Why would that be? Did Microsoft and/or VMware talk to AMD or something? Is this some sort of collusion? The FGA said the mechanism was bogus, but this doesn’t sound all that bogus.
In fact the current (December 2017) AMD documentation goes one step further and not only says bit 31 is RAZ, but also mentions that it is “reserved for use by hypervisor to indicate guest status”. The explicit mention of hypervisors was added sometime between revision 2.28 (April 2008) and revision 2.34 (from September 2010, page 11) of AMD’s CPUID Specification.

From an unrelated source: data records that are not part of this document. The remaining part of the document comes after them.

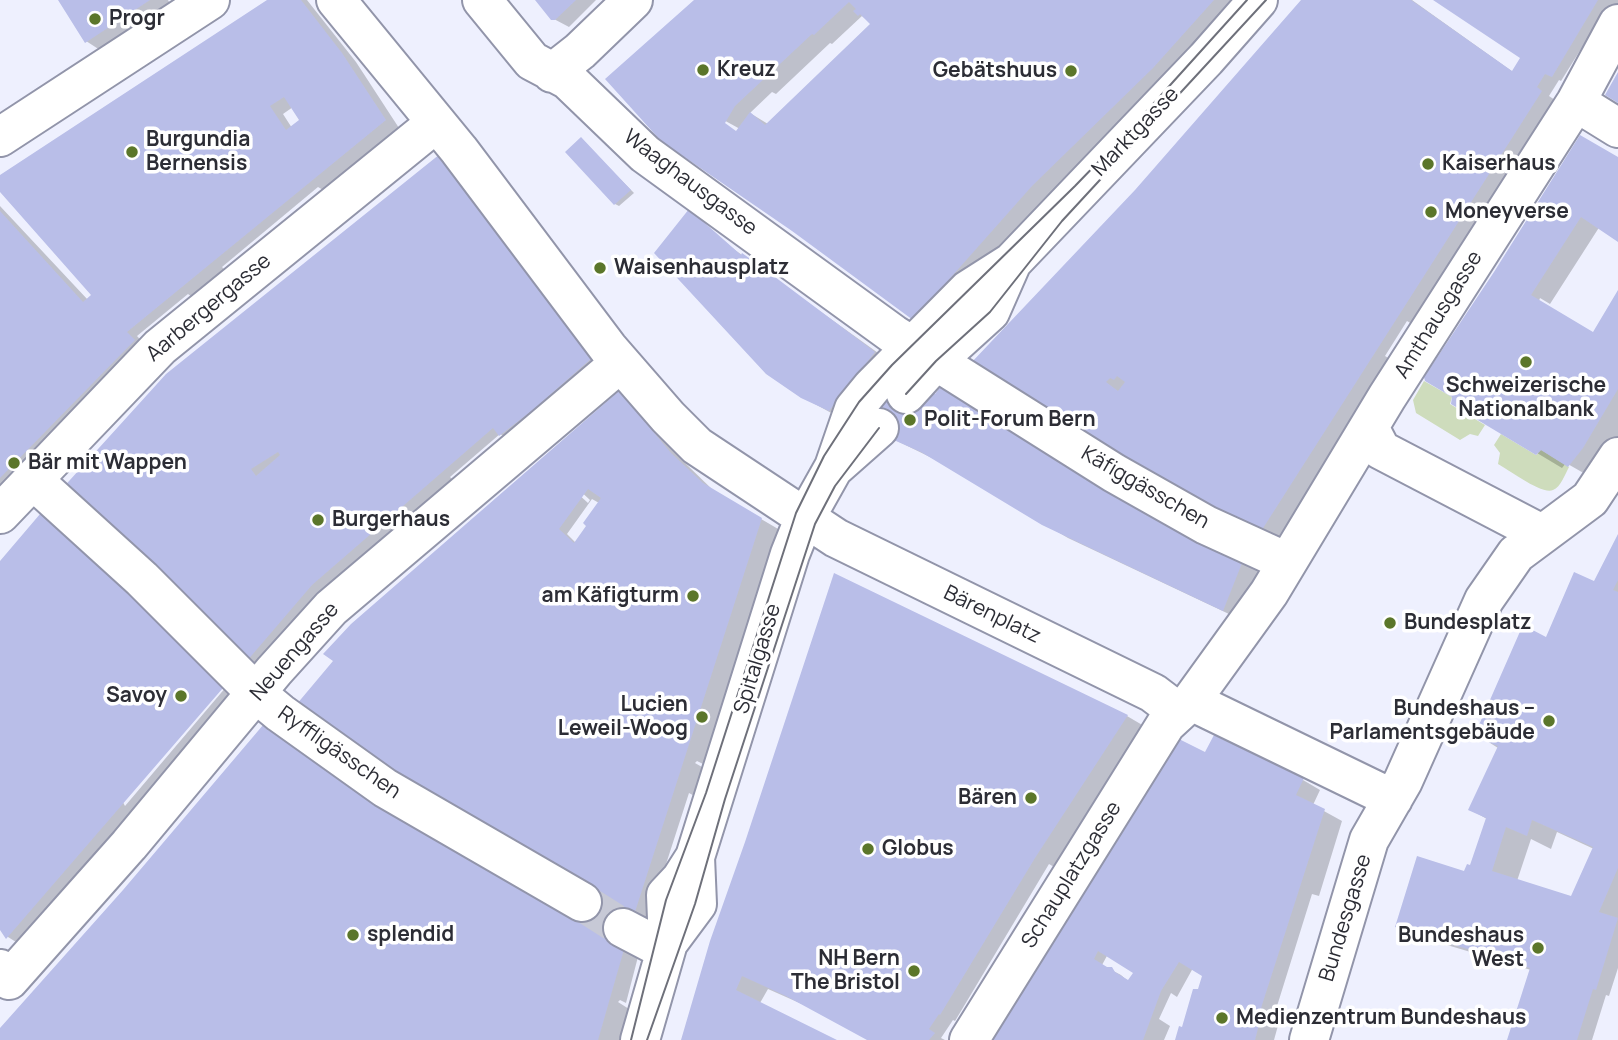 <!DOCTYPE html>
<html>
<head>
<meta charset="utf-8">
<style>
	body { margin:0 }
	canvas { display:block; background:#eef0fe }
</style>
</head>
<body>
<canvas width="1618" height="1040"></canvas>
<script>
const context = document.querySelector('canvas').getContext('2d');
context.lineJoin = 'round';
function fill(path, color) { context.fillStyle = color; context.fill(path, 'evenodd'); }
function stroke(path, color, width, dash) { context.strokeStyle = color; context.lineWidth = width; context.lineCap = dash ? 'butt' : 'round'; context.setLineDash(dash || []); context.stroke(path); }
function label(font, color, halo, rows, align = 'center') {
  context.font = font + ' Manrope,sans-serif'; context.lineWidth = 7; context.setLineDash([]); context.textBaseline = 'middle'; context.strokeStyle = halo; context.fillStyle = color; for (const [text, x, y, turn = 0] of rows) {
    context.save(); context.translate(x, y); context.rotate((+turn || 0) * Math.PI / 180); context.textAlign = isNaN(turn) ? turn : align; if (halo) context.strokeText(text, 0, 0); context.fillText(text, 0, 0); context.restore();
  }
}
const green = new Path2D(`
	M1424 381 1452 397 1450 404 1485 425 1478 436 1470 434 1460 440 1416 413 1413 400Z
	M1501 434 1536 455 1541 450 1569 467C1565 474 1561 487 1553 490 1542 495 1509 470 1498 464L1500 453 1494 445Z`);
const shadow = new Path2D(`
	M59 0H168L172 7 103 52 86 41Z
	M271 0H307L356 62 399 128 323 190 318 187 222 267 225 270 192 297 188 294 137 336 151 351 0 505V206L88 300 95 294 0 189V177ZM293 107 302 120 292 128 283 114Z
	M537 0H596L569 27 552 18Z
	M696 0H1248L989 263 981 258 967 273 931 329 711 172ZM862 16 872 24 768 124 750 113 772 92 776 94 830 43 832 44ZM720 118 740 129 737 133 719 121Z
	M1303 0H1412L1513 72 1531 62 1437 0H1618V22L1602 50 1586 41 1561 81 1559 80 1549 96 1555 100 1517 156 1522 159 1415 326 1407 321 1385 356 1393 361 1274 544 973 363 1137 191Z
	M581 139 634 193 619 206 615 204Z
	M1618 159V237L1600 226 1550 304 1540 298 1539 301 1594 334 1618 293V444L1594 479 1566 463 1562 468 1452 402Z
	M689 211 735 250 892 363 846 421 802 397Z
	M577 326 601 362 509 439 500 434 450 477 454 481 264 671 247 661 63 491Z
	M889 382 1267 573 1248 623 1068 538 934 459 891 438Z
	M619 393 633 401 685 463 715 492 785 533 715 752 709 749 703 764 697 761 695 763 709 771 700 799 689 793 646 926 626 1003 620 1000 618 1002 629 1009 619 1040H0V1031L125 890 270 720 320 757 421 823 579 911 588 894 464 823 366 763 294 710 336 661 326 654 352 625ZM550 463 590 500 588 503 548 466ZM592 499 599 503 585 523 588 525 576 543 567 534ZM576 734 604 748 603 751 574 737Z
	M1618 538V968L1609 996 1606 995 1592 1040H1509L1531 970 1410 934 1397 926 1471 867 1487 819 1471 810 1498 748 1476 734 1547 639 1595 583ZM1557 832 1594 849 1572 898 1517 881 1531 839 1551 849Z
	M0 564 125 806 232 680 242 690 70 897 61 892 16 942 8 937 0 928Z
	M1127 716 1144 726 1054 867 1049 864 955 1021 953 1020 941 1038 945 1040H871L813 1009 768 989 760 1003 834 1040H683L719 924Z
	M1206 754 1303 780 1320 790 1313 805 1342 821 1319 896 1312 894 1273 1019 1279 1022 1274 1040H1177L1199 993 1204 975 1193 968 1177 997 1171 993 1159 1019 1170 1026 1164 1040H992ZM1108 954 1136 971 1129 982 1121 975 1102 965Z`);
const building = new Path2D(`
	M58 0H150L85 43Z
	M267 0H301L342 53 386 120 127 332 135 340 0 478V211L83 302 91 295 0 192V175ZM284 97 299 120 286 130 270 106Z
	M535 0H576L555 20H551Z
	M694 0H1214L1153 68 1032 186 913 320 792 231 661 141 605 79ZM849 2 856 9 853 11 858 16 860 14 870 24 765 125 750 112 736 131 725 123 735 106 812 34 814 35Z
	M1301 0H1411L1512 71 1520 58 1433 0H1598L1552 77 1545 74 1537 87 1542 91 1258 536 1117 464 971 363 1135 190ZM1117 376 1125 382 1118 391 1106 382 1110 378 1114 380Z
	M1618 72V103L1605 95Z
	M1580 135 1618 157V242L1581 217 1531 295 1593 332 1618 290V389L1583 448 1568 467 1541 450 1536 455 1451 404 1452 397 1425 381 1424 377 1494 272Z
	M581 137 631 190 614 205 565 152Z
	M440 154 593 357 534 409 499 436 493 428 312 585 246 662 60 491 166 374ZM278 452 280 455 256 476 251 469Z
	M689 209 741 255 742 253 763 268 875 352 829 411 801 398 766 374 654 253Z
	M889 380 929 389 935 394 945 381 1244 558 1223 611 1042 525 921 452 896 441 869 421Z
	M619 391 671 453 703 483 762 518 633 918 598 1040H0V1028L123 890 269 718 291 711 333 661 323 654 351 624ZM588 489 601 498 583 523 586 526 574 543 559 529Z
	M46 507 229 681 6 939 0 930V561Z
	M1618 534V580L1613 590 1618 592V868L1599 912 1618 918 1596 990 1593 989 1577 1040H1507L1530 968 1395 927 1417 856 1464 871 1467 864 1470 865 1486 818 1468 810 1498 746 1476 737 1477 735 1475 734 1522 627 1524 629 1525 626 1546 637 1574 572 1594 581ZM1532 820 1593 847 1571 896 1492 871 1506 827 1527 836Z
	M834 573 1128 715 1035 858 940 1015 939 1014 929 1029 935 1033 929 1040H867L786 996 742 976 736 990 837 1040H681L710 941 745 842Z
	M1214 735 1304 778 1296 795 1325 809 1261 1008 1263 1009 1255 1040H1175L1179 1026 1182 1027 1193 989H1198L1202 976 1179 962 1161 991 1143 1040H990L1177 738 1205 752ZM1098 951 1133 973 1128 980 1115 972 1112 967H1107L1094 959Z`);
const minorTunnel = new Path2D(`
	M582 902 623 928`);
const minor = new Path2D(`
	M336 0 459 150 608 348 668 417 697 446 836 538 1153 693 1178 712
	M482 0 532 61 568 80 645 154 893 334 1114 473 1206 525 1287 562
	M552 73 580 51 633 0
	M1576 102 1618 128
	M0 137 210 0
	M906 394 936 361 990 312 1012 262
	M1369 427 1381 450 1542 534
	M836 466 879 428
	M33 480 142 579 257 694 280 713 385 788 582 902
	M0 514 160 347 436 123
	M1191 701 1393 799
	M623 928 665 950
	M668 943 697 904 695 857
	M0 969 9 980 129 845 274 671 331 608 620 363
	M640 1040 668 943 666 895 681 879 695 857 790 554 802 524 834 467 854 409 872 387 968 290 1012 262 1206 59 1258 0
	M969 1040 1166 724 1191 701 1269 593 1387 397 1576 102 1618 24
	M1309 1040 1369 840 1403 781 1484 600 1516 554 1590 499 1618 457`);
const tram = new Path2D(`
	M906 394 936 361 990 312 1062 221 1266 0
	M631 1040 666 900 706 793 796 513 824 456 859 402 892 365 1075 186 1135 124 1247 0
	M647 1040 695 904 725 799 815 524 835 486 879 428`);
const markers = [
	[95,19,7,"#5b762a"],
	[703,70,7,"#5b762a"],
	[1071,71,7,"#5b762a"],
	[132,152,7,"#5b762a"],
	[1428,164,7,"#5b762a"],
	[1431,212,7,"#5b762a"],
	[600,268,7,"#5b762a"],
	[1526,362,7,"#5b762a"],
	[910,420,7,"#5b762a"],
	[14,463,7,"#5b762a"],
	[318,520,7,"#5b762a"],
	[693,596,7,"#5b762a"],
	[1390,623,7,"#5b762a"],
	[181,696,7,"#5b762a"],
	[702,717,7,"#5b762a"],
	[1549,721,7,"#5b762a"],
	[1031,798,7,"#5b762a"],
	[868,849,7,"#5b762a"],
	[353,935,7,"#5b762a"],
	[1538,948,7,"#5b762a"],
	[914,971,7,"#5b762a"],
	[1222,1018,7,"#5b762a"]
];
const poiNames = [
	["Progr",109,19],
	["Kreuz",717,70],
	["Gebätshuus",1057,71,"right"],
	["Burgundia",146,140],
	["Bernensis",146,164],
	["Kaiserhaus",1442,164],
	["Moneyverse",1445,212],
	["Waisenhausplatz",614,268],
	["Schweizerische",1526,386,"center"],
	["Nationalbank",1526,410,"center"],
	["Polit-Forum Bern",924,420],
	["Bär mit Wappen",28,463],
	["Burgerhaus",332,520],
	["am Käfigturm",679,596,"right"],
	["Bundesplatz",1404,623],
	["Savoy",167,696,"right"],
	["Lucien",688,705,"right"],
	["Leweil-Woog",688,729,"right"],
	["Bundeshaus –",1535,709,"right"],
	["Parlamentsgebäude",1535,733,"right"],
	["Bären",1017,798,"right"],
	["Globus",882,849],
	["splendid",367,935],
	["Bundeshaus",1524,936,"right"],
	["West",1524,960,"right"],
	["NH Bern",900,959,"right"],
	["The Bristol",900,983,"right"],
	["Medienzentrum Bundeshaus",1236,1018]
];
const streetNames = [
	["Marktgasse",1136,132,-46],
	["Waaghausgasse",690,183,37],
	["Aarbergergasse",209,308,-40],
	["Amthausgasse",1439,315,-58],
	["Käfiggässchen",1145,488,30],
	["Bärenplatz",992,615,26],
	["Neuengasse",295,652,-49],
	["Spitalgasse",758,659,-73],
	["Ryffligässchen",339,753,35],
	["Schauplatzgasse",1072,875,-58],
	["Bundesgasse",1346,918,-73]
];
fill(green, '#cedcbc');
fill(shadow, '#0003');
fill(building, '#b9bee8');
stroke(minorTunnel, '#c7c9d6', 38, [38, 19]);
stroke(minor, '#9295aa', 42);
stroke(minor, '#fff', 38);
stroke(tram, '#6e707a', 2);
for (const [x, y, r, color] of markers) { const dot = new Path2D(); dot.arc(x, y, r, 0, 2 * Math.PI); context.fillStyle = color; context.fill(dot); stroke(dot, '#fff', 2.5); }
label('bold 21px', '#2c2d35', '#fff', poiNames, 'left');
label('21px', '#2c2d35', '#fff', streetNames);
</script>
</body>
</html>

To be fair to the FGA author, it took Intel a lot longer to update their documentation. Intel’s Application Note 485 (Intel Processor Identification and the CPUID Instruction), order number 241618-036 from August 2009 still says (page 25) that bits 31:28 of ECX feature flags are reserved, with the comment “do not count on their value” that is apparently so open to misinterpretation. The next revision, order number 241618-037 from January 2011, changed things. While bits 30:29 were still listed as reserved, bit 31 was now “not used”, with the comment “always returns 0”. Again, that applied to all existing Intel CPUs and until and unless the documentation is changed, all future ones as well.
As of December 2017, Intel’s CPUID documentation is unchanged. It does not mention what bit 31 might be used for, but does say that it is always zero and not “reserved”. (Intel likes to leave it as an exercise for the reader to figure out what any given aspect of x86 architecture might possibly be good for.)
The FGA article was originally written in 2009. At that point AMD’s CPUID documentation already defined the bit as zero (not “reserved”) but possibly did not yet explain its purpose. The FGA article also references a VMware document from March 2011, and at that point even Intel’s CPUID document “un-reserved” the ECX bit 31. At that point AMD already explicitly documented its purpose and Intel changed the documentation to define the bit as zero.
All those archived CPU documents are actually useful sometimes. Who knew!